Regarder les étoiles ; et surtout, surtout, oublier la profondeur de ces eaux, rester à flottaison. Roger résiste, il reste parmi nous. Le temps accumulé entre les premières annonces de Robert et la parution de Songs Of A Lost World comprend des mois et des mois d’incertitudes pour le claviériste, homme clef des atmosphères du classique Disintegration

Les possibles se rouvrent et Songs Of A Lost World est le disque qu’ont pu espérer les personnes plus sensibles aux chants de tristesse de Cure qu’à ses éclats pop. En lui, le feu ardent de la mélancolie : ce quatorzième opus témoigne, par le verbe et dans ses variations de gris et de noir, de ce quelque chose qui travaille au ventre, au cœur : la réalisation de la perte, l’anxiété face au temps qui coule et charrie dans son sillon les âmes, comme les baïnes emportent les corps.
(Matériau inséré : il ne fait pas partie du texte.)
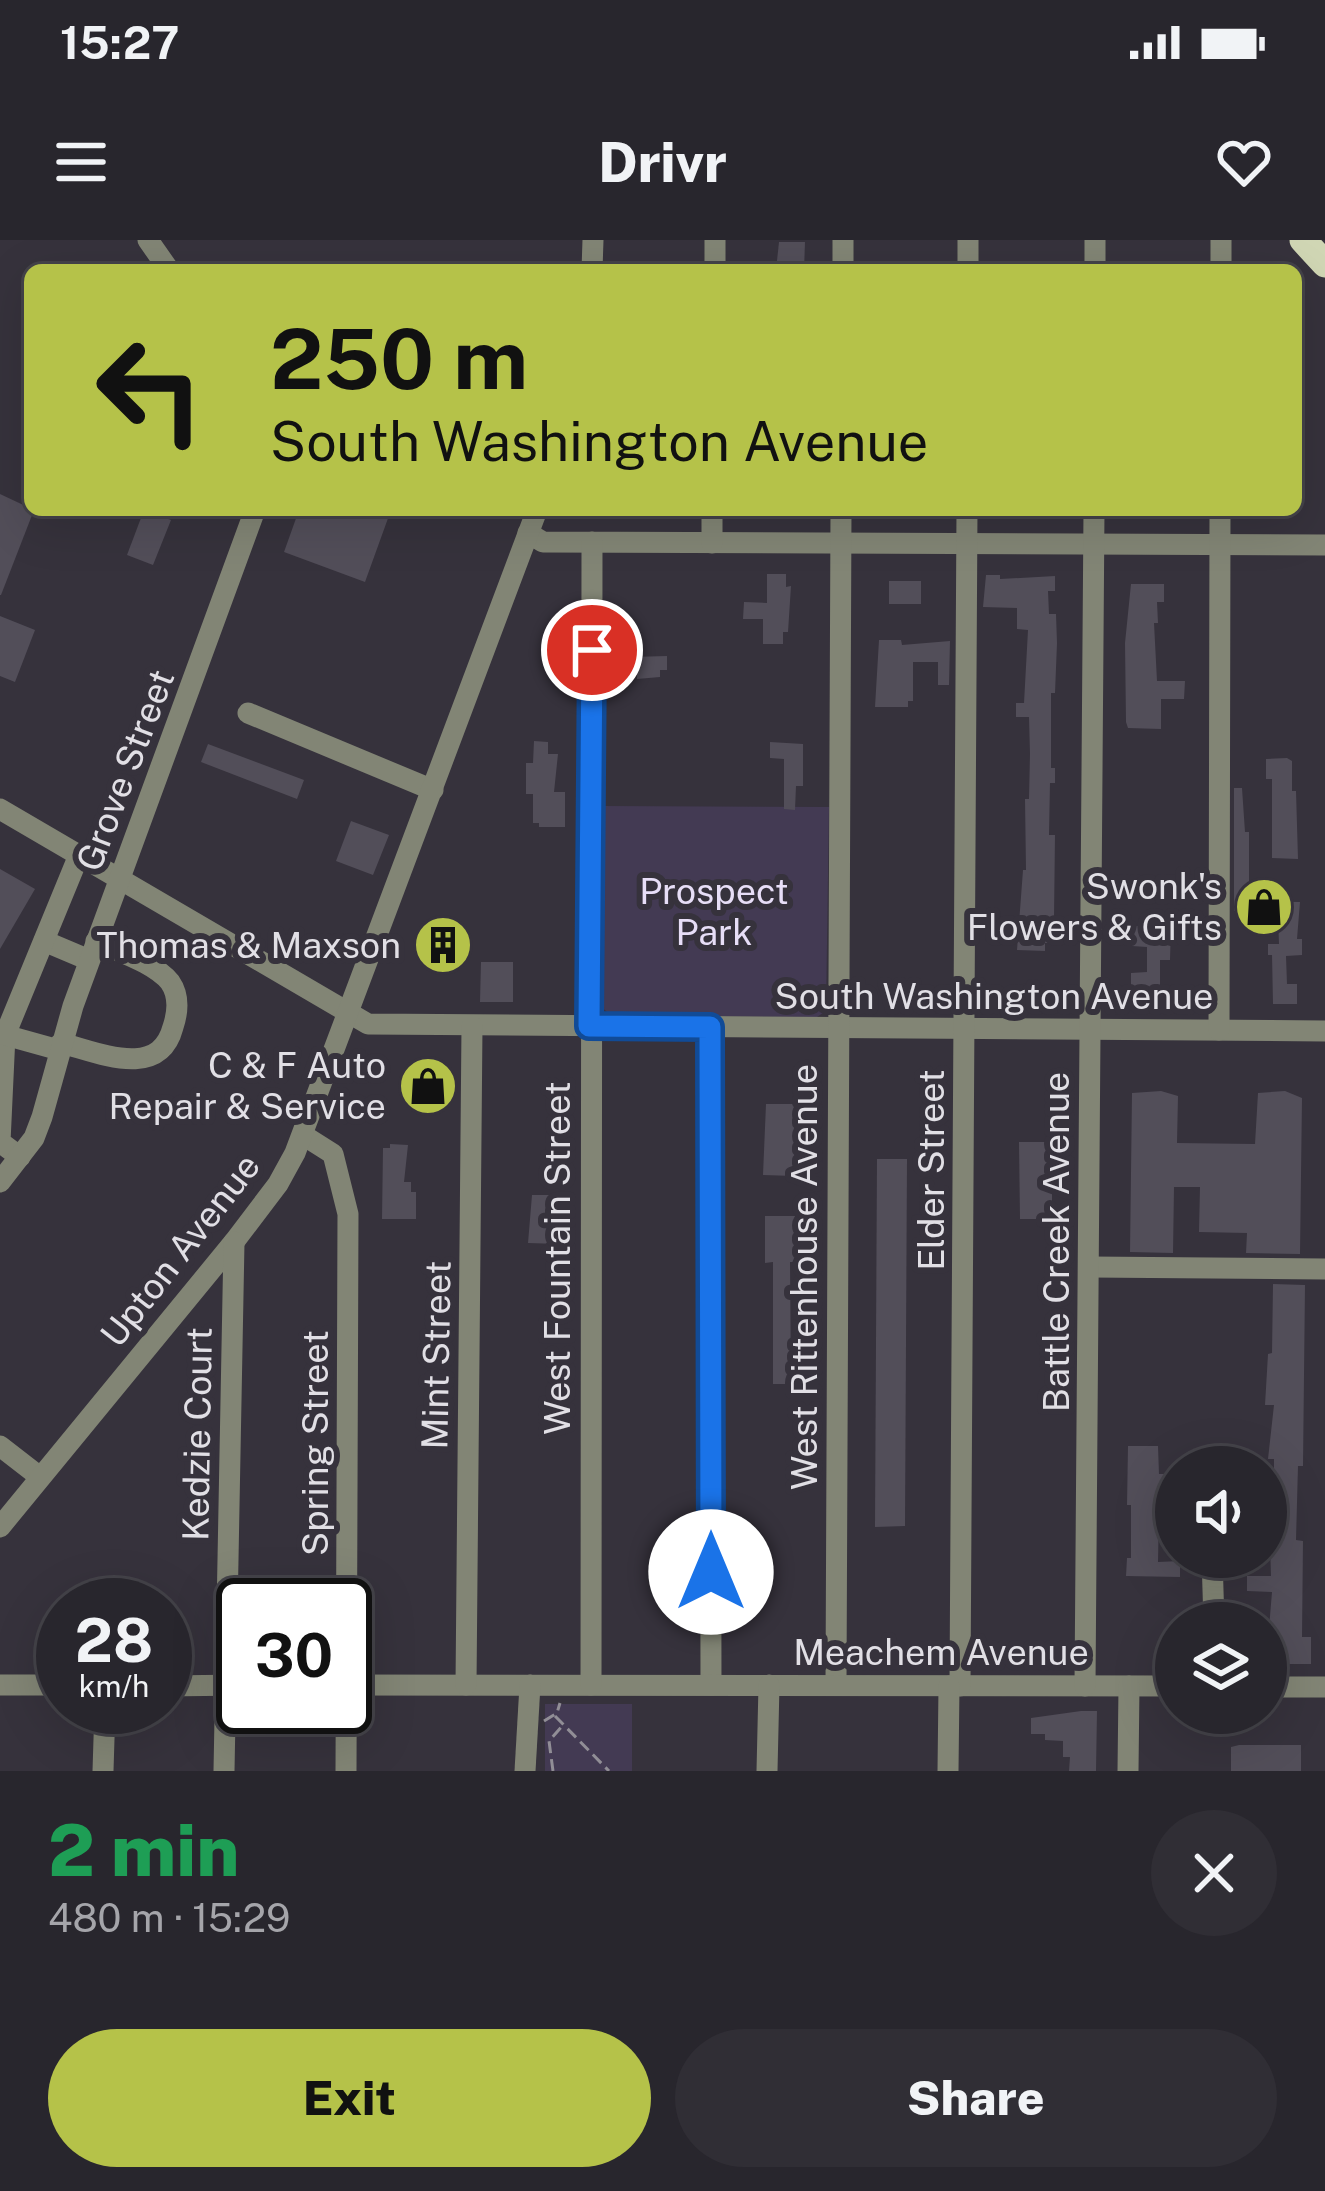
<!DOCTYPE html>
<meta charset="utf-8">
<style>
:root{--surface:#28262d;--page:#302e35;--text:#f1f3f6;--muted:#a5a5aa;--line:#444349;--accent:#b5c249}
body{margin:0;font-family:"Public Sans",sans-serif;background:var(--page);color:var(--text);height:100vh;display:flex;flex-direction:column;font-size:45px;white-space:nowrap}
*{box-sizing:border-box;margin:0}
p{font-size:39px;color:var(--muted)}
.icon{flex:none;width:66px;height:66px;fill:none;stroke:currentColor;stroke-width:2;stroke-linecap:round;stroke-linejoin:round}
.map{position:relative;height:1531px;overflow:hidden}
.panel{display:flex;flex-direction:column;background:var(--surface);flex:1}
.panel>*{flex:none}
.guide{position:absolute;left:24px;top:24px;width:1278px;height:252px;border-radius:18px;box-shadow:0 12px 48px #0002,0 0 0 3px var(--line);background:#b5c249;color:#111;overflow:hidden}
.fabs{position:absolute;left:1155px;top:1206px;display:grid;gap:24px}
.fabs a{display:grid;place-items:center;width:132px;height:132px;border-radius:50%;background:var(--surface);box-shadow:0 12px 48px #0002,0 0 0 3px var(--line);font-size:60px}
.speed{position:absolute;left:36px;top:1338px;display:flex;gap:24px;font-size:60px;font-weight:700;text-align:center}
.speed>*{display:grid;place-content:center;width:156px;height:156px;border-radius:50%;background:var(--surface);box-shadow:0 12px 48px #0002,0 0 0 3px var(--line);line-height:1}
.speed small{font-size:30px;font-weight:400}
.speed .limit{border:6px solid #111;border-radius:18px;background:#fff;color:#111}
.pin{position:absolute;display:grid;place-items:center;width:102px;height:102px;color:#fff;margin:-51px;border:6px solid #fff;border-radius:50%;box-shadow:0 3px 12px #0007}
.me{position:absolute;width:132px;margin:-66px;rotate:0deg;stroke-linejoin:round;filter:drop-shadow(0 0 9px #0008)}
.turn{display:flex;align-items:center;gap:42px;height:252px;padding:0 48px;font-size:54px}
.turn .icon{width:156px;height:156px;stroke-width:2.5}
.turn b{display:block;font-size:84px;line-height:102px}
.round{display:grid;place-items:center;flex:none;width:126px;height:126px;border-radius:63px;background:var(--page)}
.summary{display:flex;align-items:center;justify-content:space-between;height:204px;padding:0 48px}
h1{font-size:72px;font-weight:800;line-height:90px;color:#1e9e55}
.action{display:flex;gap:24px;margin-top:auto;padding:24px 48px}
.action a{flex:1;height:138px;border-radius:72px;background:var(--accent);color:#111;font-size:48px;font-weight:800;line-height:138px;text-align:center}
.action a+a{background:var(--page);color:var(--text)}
.status{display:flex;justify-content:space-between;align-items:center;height:84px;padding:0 60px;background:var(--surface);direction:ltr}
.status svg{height:33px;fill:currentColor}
header{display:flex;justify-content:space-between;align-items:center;height:156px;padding:0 48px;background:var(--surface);font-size:54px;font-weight:800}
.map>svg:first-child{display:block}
.green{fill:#433a53}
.building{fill:#524e59}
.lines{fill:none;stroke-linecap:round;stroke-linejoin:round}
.path{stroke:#918e96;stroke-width:3;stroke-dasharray:12 6;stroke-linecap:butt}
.minor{stroke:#828575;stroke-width:21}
.major{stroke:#d0d6b4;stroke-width:27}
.route-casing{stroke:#114b97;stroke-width:30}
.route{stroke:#1a73e8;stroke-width:21}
.labels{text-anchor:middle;stroke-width:12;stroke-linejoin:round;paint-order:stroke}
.street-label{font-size:36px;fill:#e1dfe5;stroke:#36323c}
.poi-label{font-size:36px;fill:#e1dfe5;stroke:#36323c;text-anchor:end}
.park-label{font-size:36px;fill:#e7def7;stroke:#36323c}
</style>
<div class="status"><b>15:27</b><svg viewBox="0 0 49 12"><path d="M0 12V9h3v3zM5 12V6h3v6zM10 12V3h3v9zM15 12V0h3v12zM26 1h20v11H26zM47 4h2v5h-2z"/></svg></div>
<header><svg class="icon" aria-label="menu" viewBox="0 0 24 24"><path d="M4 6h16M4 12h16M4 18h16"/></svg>Drivr<svg class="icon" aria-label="heart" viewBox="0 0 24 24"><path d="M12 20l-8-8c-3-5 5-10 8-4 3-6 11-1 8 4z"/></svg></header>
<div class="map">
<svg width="1325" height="1531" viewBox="0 0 1325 1531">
<rect width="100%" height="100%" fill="#36323c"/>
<g class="green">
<polygon points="601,566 829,567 826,771 817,777 612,776 600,766"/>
<rect x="545" y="1464" width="87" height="67"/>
</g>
<g class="building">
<polygon points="779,2 805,2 804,30 776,30"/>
<polygon points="0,254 34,270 1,355 0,355"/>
<polygon points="144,270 171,280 153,325 127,315"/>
<polygon points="299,270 356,270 368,274 370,270 391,270 365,342 284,312"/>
<polygon points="767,334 786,334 786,347 791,346 788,392 783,392 783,404 763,404 763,379 743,379 744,362 767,363"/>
<polygon points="986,335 1000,335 1000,339 1055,336 1055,351 1048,351 1049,374 1056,374 1057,403 1055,453 1051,453 1051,528 1055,528 1055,543 1050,543 1049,595 1055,595 1054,678 1050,678 1049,703 1045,703 1045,711 1017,710 1023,630 1026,630 1025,559 1029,559 1030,514 1029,477 1016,477 1016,463 1024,463 1028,390 1017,389 1017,368 983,367"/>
<rect x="889" y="341" width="32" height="23"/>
<polygon points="1131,344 1164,344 1164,362 1157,362 1158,383 1154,383 1157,441 1185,441 1184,459 1161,459 1161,489 1128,488 1126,482 1125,403"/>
<polygon points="0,376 35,390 15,442 0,436"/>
<polygon points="879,400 901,400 902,405 950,401 949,445 938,445 938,422 913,422 913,461 908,461 908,467 875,467"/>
<polygon points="667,416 667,430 660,430 660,437 637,439 637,433 630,432 631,417"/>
<polygon points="534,501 548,502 548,514 558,514 554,552 565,552 565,587 539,587 539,583 533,583 533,554 526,554 526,523 533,523"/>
<polygon points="770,502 803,504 803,546 796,546 795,570 784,569 784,519 770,518"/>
<polygon points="208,504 304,540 297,559 201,522"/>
<polygon points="1287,518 1292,521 1292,551 1296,551 1298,619 1272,618 1272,539 1266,539 1266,519"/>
<polygon points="1234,548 1242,548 1245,592 1249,592 1249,661 1300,662 1297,699 1302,699 1302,715 1286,716 1287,744 1297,744 1297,764 1273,764 1272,715 1268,715 1268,704 1279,704 1278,678 1240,677 1240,671 1234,671"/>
<polygon points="351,581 389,595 373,635 336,621"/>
<polygon points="0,629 35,649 0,709"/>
<polygon points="428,683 457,683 457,726 429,726"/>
<polygon points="1132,686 1171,686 1170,720 1160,720 1160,752 1131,751 1131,733 1147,732 1147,707 1132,706"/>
<polygon points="481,722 513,722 513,762 480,762"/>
<polygon points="1161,851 1178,856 1177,903 1255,904 1258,853 1285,851 1302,858 1300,1014 1246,1013 1247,993 1199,992 1200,947 1174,947 1173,1013 1130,1012 1132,853"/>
<polygon points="766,864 795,864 794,936 763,935"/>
<polygon points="1019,902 1052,902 1052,979 1020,979"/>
<polygon points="390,904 408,905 404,942 411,942 411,952 416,952 416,979 382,979 383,908 390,908"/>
<polygon points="877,919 907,919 905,1286 875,1287"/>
<polygon points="532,955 549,955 548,985 559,985 559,1004 528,1003"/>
<polygon points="765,976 795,976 795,1022 790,1022 791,1144 773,1144 773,1022 765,1023"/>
<polygon points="1273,1044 1305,1045 1303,1226 1298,1226 1296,1300 1303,1301 1302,1397 1311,1397 1311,1424 1266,1424 1272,1352 1247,1351 1247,1336 1271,1336 1268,1243 1274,1243 1274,1219 1268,1219 1274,1165 1265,1165 1268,1114 1272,1113"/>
<polygon points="1128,1206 1158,1206 1159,1234 1166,1234 1166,1270 1159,1270 1158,1322 1180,1321 1180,1337 1126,1336 1127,1318 1131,1318 1131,1265 1127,1265"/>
<polygon points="1081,1471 1097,1471 1096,1531 1069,1531 1070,1517 1063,1517 1063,1501 1045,1500 1045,1494 1031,1494 1031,1478"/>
<polygon points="1239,1505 1301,1505 1301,1531 1231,1531 1231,1507"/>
</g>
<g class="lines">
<g class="path">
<polyline points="555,1476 609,1531"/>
<polyline points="544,1481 557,1473 560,1463"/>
<polyline points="553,1531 549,1501 563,1485"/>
</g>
<g class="minor">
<polyline points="148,0 169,30"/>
<polyline points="592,30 593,0"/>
<polyline points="715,30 715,0"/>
<polyline points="843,30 843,0"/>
<polyline points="968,30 968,0"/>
<polyline points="1095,30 1095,0"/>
<polyline points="1221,30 1221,0"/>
<polyline points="528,293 543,302 1325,305"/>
<polyline points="712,303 712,270"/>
<polyline points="248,473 433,550"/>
<polyline points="0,569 368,784 1325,791"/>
<polyline points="44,701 89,720"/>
<polyline points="710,787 711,1445"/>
<polyline points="1219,790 1220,270"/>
<polyline points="5,795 0,902 20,917"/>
<path d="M 61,803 C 100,813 159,840 173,787 C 178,772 179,755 170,742 C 155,723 117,711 96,701"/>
<polyline points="59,810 5,795 79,615"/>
<polyline points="303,895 333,914 348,974 346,1531"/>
<polyline points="0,942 34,898 42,877 73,766 255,270"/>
<polyline points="1090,1027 1325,1029"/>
<polyline points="0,1206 40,1237"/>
<polyline points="0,1287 234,1002 278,944 295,913 537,270"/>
<polyline points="1212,1317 1214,1383"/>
<polyline points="836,1444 841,270"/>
<polyline points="0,1445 63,1445"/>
<polyline points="345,1445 1176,1446"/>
<polyline points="466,1445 472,786"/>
<polyline points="591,1445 592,302"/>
<polyline points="165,1446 243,1445"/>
<polyline points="960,1446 967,270"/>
<polyline points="1085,1446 1094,270"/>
<polyline points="1266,1447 1325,1447"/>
<polyline points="103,1531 105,1467"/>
<polyline points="224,1531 234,1002"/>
<polyline points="525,1531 530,1445"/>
<polyline points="767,1531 769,1445"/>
<polyline points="948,1531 949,1446"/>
<polyline points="1128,1531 1129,1446"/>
</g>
<polyline class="major" points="1303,0 1325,24"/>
</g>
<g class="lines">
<g class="route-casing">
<polyline id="route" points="592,410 589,786 710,787 711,1332"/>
</g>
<use href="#route" class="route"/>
</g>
<defs>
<g id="shop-disc" transform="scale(3)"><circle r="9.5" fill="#b5c249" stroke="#36323c"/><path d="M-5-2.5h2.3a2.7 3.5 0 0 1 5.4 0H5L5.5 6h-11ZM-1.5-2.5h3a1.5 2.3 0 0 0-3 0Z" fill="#111"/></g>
<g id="building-disc" transform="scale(3)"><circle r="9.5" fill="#b5c249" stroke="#36323c"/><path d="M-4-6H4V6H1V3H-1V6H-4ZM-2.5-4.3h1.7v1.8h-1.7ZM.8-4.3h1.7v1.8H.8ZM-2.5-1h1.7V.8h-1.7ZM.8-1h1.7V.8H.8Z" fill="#111"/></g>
</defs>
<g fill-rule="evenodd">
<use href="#shop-disc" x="1264" y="667"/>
<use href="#building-disc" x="443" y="705"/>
<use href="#shop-disc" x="428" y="846"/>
</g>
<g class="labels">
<g class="street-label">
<text transform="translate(125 530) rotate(-69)" y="13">Grove Street</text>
<text x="994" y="769">South Washington Avenue</text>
<text transform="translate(931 930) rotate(-90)" y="13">Elder Street</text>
<text transform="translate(1056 1002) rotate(-90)" y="13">Battle Creek Avenue</text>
<text transform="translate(180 1010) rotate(-52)" y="13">Upton Avenue</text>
<text transform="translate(557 1018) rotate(-90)" y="13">West Fountain Street</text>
<text transform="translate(804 1037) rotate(-90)" y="13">West Rittenhouse Avenue</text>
<text transform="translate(436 1115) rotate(-89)" y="13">Mint Street</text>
<text transform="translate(197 1194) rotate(-89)" y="13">Kedzie Court</text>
<text transform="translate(315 1203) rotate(-90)" y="13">Spring Street</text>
<text x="941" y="1425">Meachem Avenue</text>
</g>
<g class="poi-label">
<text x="1222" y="659">Swonk's<tspan x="1222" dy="41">Flowers &amp; Gifts</tspan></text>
<text x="401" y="718">Thomas &amp; Maxson</text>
<text x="386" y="838">C &amp; F Auto<tspan x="386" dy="41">Repair &amp; Service</tspan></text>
</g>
<g class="park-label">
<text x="714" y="664">Prospect<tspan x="714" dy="41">Park</tspan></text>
</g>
</g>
</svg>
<div class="fabs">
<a><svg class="icon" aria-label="sound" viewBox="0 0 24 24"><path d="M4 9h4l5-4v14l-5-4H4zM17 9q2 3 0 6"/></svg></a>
<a><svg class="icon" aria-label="layers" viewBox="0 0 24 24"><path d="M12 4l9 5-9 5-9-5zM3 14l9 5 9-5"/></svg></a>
</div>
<div class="speed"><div>28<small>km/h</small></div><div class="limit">30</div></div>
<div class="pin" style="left:592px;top:410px;background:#d93025"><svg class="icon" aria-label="arrive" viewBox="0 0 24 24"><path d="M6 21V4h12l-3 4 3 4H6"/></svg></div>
<svg class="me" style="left:711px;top:1332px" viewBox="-20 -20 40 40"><circle r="19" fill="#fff"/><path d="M0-13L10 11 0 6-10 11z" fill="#1a73e8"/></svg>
<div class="guide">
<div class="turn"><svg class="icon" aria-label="left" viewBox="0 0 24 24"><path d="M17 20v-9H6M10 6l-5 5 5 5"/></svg><div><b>250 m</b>South Washington Avenue</div></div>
</div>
</div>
<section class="panel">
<div class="summary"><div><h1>2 min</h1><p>480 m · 15:29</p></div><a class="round"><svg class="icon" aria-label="close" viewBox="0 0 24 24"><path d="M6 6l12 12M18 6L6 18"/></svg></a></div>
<div class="action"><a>Exit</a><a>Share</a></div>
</section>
Vous pourrez toujours regretter des choses à l’écoute de Songs Of A Lost World : certains choix de production, quelques claviers cheap et aux tourneries peu affinées (mais la dimension mastoc des synthés n’est pas une nouveauté, elle a même pu faire argument de style par le passé). Nous, nous les regrettons, sans aucun doute. Passés ces quelques chagrins de la forme, que constater d’autre que l’imposante beauté ? La superbe des ambiances, ces harmonies qui touchent à l’essence ("Alone"), ce chant de la plainte et sur lequel le temps ne semble avoir prise…

Songs Of A Lost World est une collection de climats et de dynamiques dignes des disques les plus marquants du collectif originaire de Crawley, même si nous aurions du mal à le placer au même rang – force du souvenir oblige – qu’un Faith (1981), un Pornography (1982), un Disintegration (1989), un Wish (1992). Dans ces choses nommées "Warsong" ou – sublime final – "Endsong", The Cure navigue dans les profondeurs du champ émotionnel. Eaux troubles, secondes de vérité. Et quand bien même quelques longueurs puissent être ressenties au fil de l’écoute, quand bien même vous entendrez parler d’introductions longues (les chansons de Smith & co. ne sont pas que des chansons, elles installent des climats – cf. 1989), des forces sont à l’œuvre et s'avèrent impérieuses : force d’inspiration, force de l’intention, en vivacité et qui font de ce cru nouveau un bloc vital. Perleront ci ou là des bulles d'énergie couleur chrome ("Drone:Nodrone", bruitisme wishien) et, surtout, quelques gouttes de majesté.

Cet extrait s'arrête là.